[Start of Attachment]

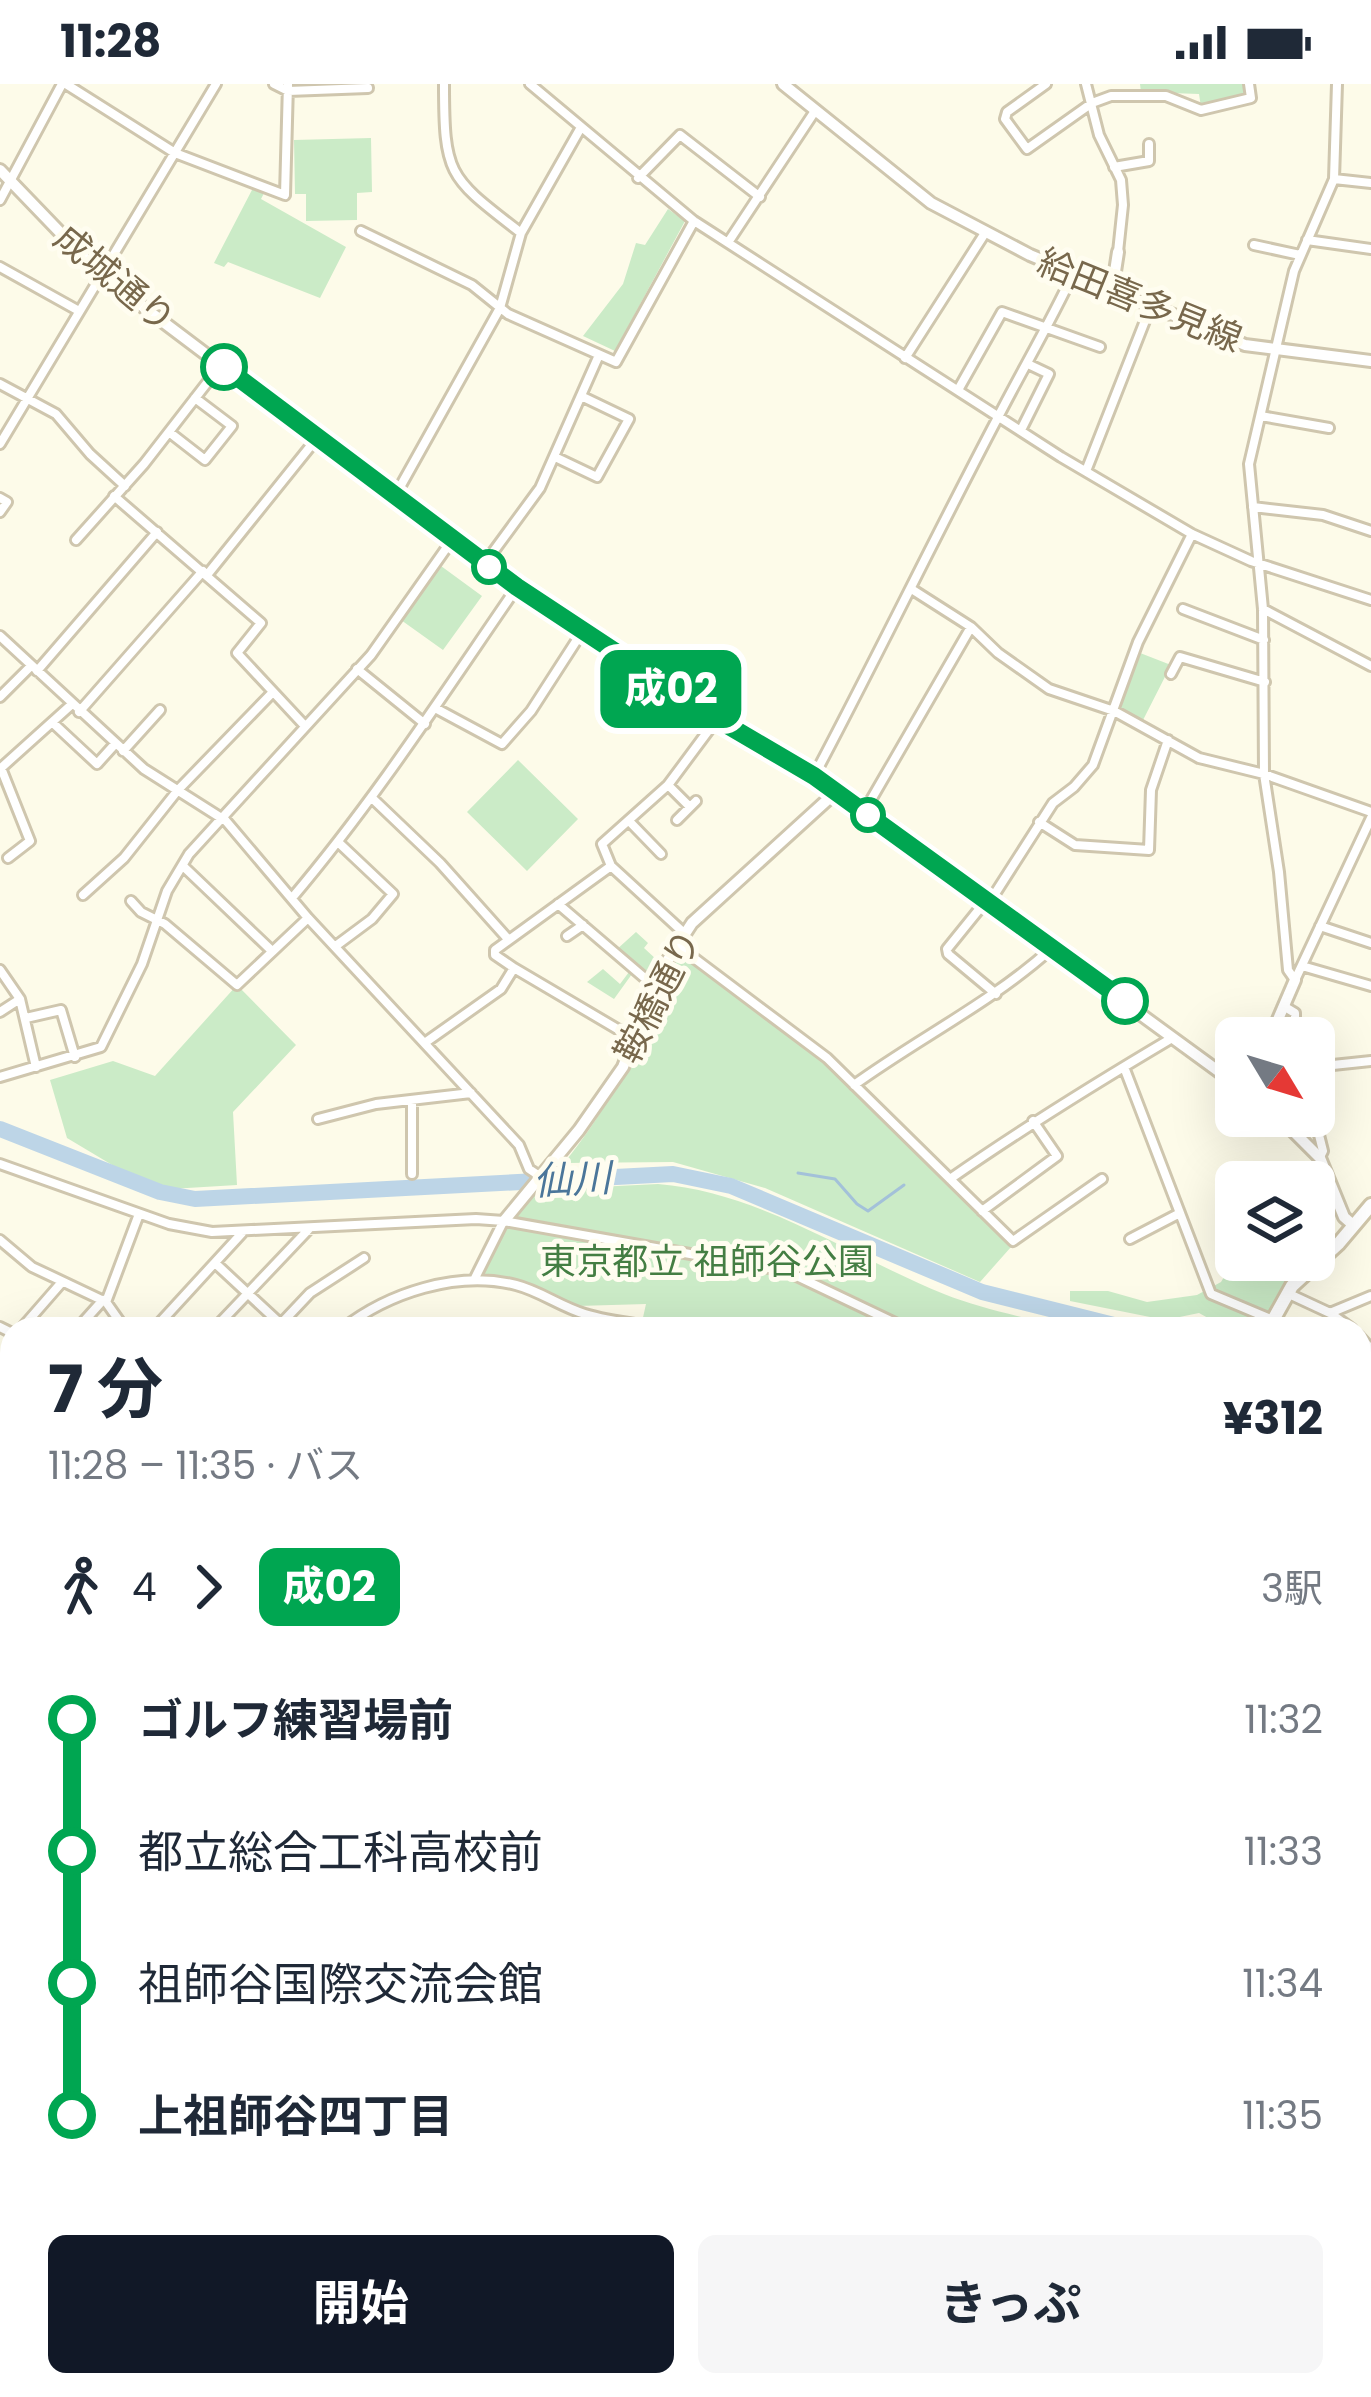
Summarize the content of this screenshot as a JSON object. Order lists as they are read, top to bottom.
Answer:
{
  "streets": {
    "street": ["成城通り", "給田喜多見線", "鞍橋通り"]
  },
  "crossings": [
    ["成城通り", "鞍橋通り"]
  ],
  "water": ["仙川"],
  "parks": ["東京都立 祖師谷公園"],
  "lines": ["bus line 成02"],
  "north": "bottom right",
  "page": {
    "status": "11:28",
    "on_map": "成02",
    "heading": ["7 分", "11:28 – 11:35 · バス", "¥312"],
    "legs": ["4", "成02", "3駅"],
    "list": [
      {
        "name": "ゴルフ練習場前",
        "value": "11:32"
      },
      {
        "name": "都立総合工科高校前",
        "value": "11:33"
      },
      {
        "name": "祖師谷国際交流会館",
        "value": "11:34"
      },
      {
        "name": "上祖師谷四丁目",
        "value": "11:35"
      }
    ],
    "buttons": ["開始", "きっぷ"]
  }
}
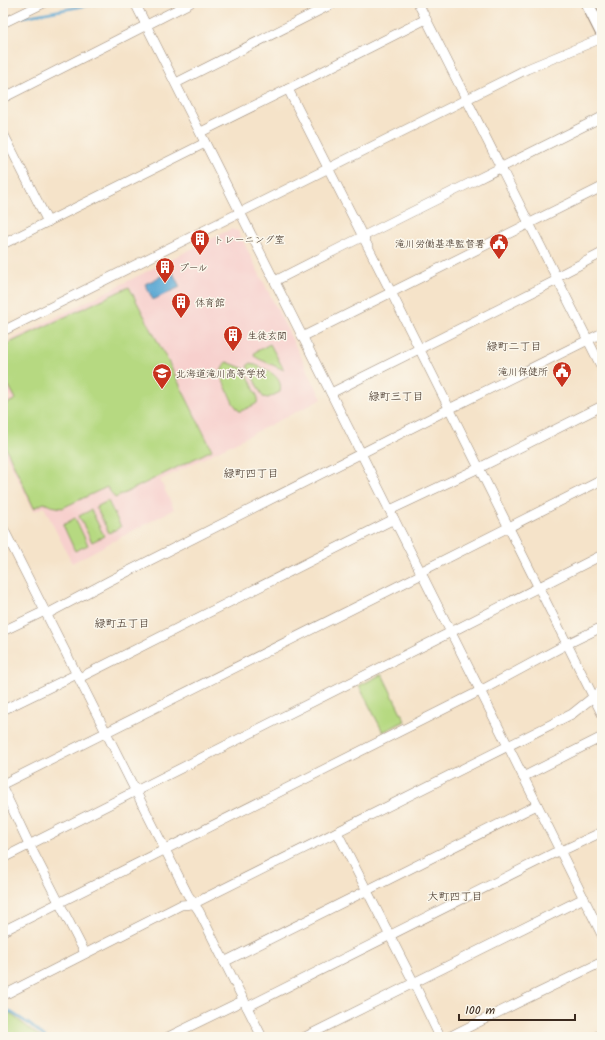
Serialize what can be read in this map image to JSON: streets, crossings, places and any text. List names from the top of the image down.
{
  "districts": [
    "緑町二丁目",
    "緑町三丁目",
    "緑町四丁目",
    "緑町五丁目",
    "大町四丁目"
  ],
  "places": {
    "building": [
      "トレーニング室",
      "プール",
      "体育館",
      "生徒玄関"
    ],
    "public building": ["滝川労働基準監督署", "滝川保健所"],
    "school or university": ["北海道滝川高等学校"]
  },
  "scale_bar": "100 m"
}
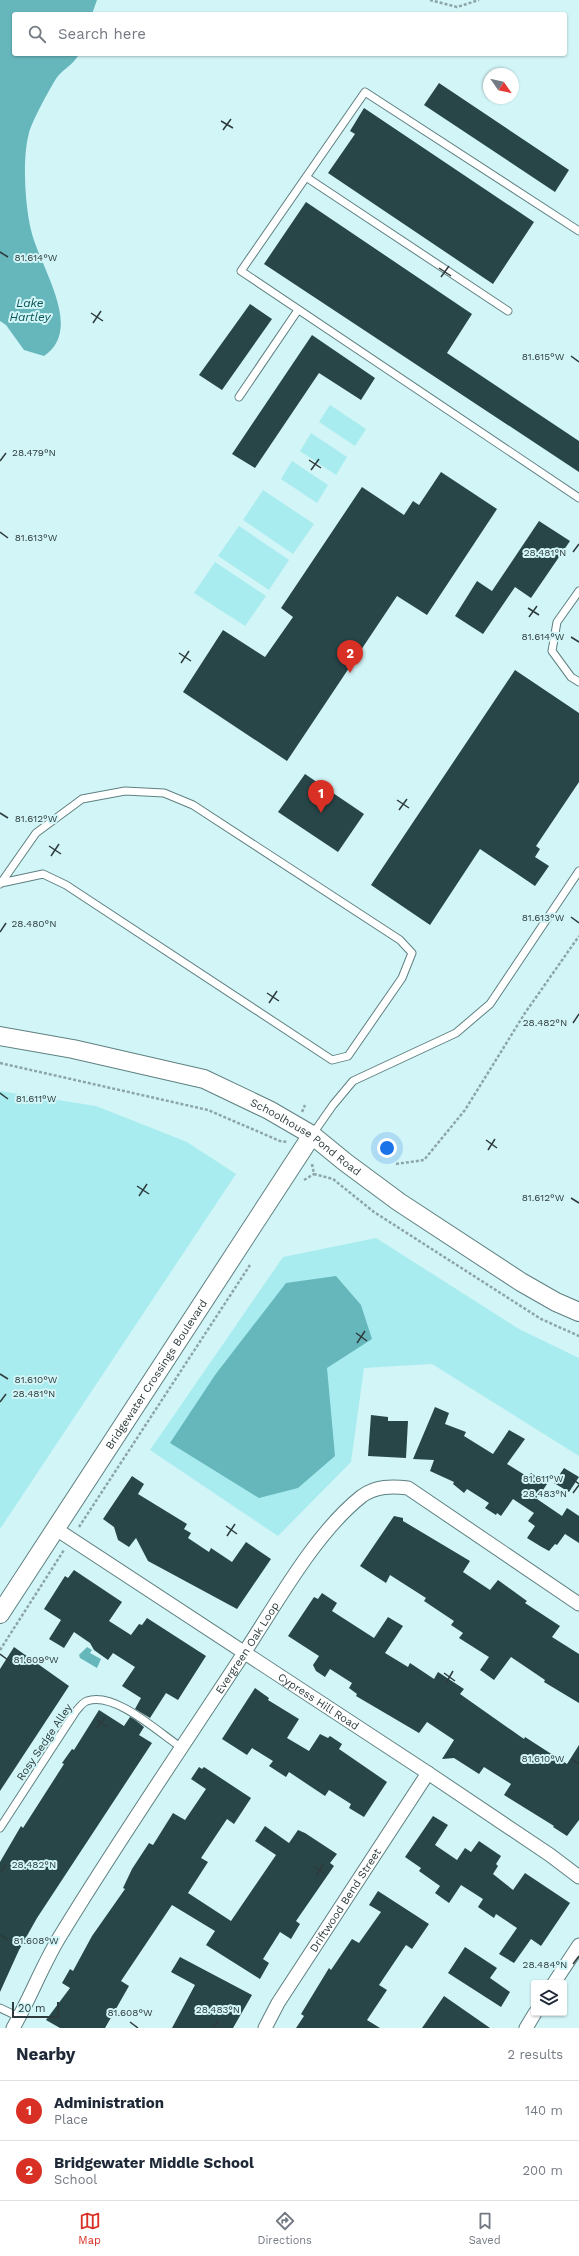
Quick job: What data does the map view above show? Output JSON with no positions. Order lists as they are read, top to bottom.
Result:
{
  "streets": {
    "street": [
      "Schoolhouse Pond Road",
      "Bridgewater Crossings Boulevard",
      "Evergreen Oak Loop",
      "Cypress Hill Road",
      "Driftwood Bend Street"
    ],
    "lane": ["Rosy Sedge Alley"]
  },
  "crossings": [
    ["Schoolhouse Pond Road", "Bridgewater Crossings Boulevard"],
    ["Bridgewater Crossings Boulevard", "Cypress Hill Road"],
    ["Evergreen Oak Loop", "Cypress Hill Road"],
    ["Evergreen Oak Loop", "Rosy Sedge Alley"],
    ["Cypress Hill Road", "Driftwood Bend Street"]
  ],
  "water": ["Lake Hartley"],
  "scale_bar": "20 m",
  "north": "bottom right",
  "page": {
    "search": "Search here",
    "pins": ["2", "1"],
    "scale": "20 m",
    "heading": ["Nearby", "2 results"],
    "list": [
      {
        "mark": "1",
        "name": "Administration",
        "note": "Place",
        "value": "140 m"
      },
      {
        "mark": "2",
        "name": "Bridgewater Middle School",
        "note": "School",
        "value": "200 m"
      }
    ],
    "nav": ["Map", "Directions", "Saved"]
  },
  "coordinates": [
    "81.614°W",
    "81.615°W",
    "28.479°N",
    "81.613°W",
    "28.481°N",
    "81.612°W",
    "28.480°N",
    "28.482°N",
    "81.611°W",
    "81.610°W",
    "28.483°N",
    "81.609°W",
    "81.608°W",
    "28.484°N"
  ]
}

[End of Attachment]

Starting at the line above that contains "Serialize what can", transcribe every line exactly through the line that contains "Quick job: What", including that last one, and skip the pictures.

**REPLY TO THE TASK**
Serialize what can be read in this map image to JSON: streets, crossings, places and any text. List names from the top of the image down.
{
  "districts": [
    "緑町二丁目",
    "緑町三丁目",
    "緑町四丁目",
    "緑町五丁目",
    "大町四丁目"
  ],
  "places": {
    "building": [
      "トレーニング室",
      "プール",
      "体育館",
      "生徒玄関"
    ],
    "public building": ["滝川労働基準監督署", "滝川保健所"],
    "school or university": ["北海道滝川高等学校"]
  },
  "scale_bar": "100 m"
}
Quick job: What data does the map view above show? Output JSON with no positions. Order lists as they are read, top to bottom.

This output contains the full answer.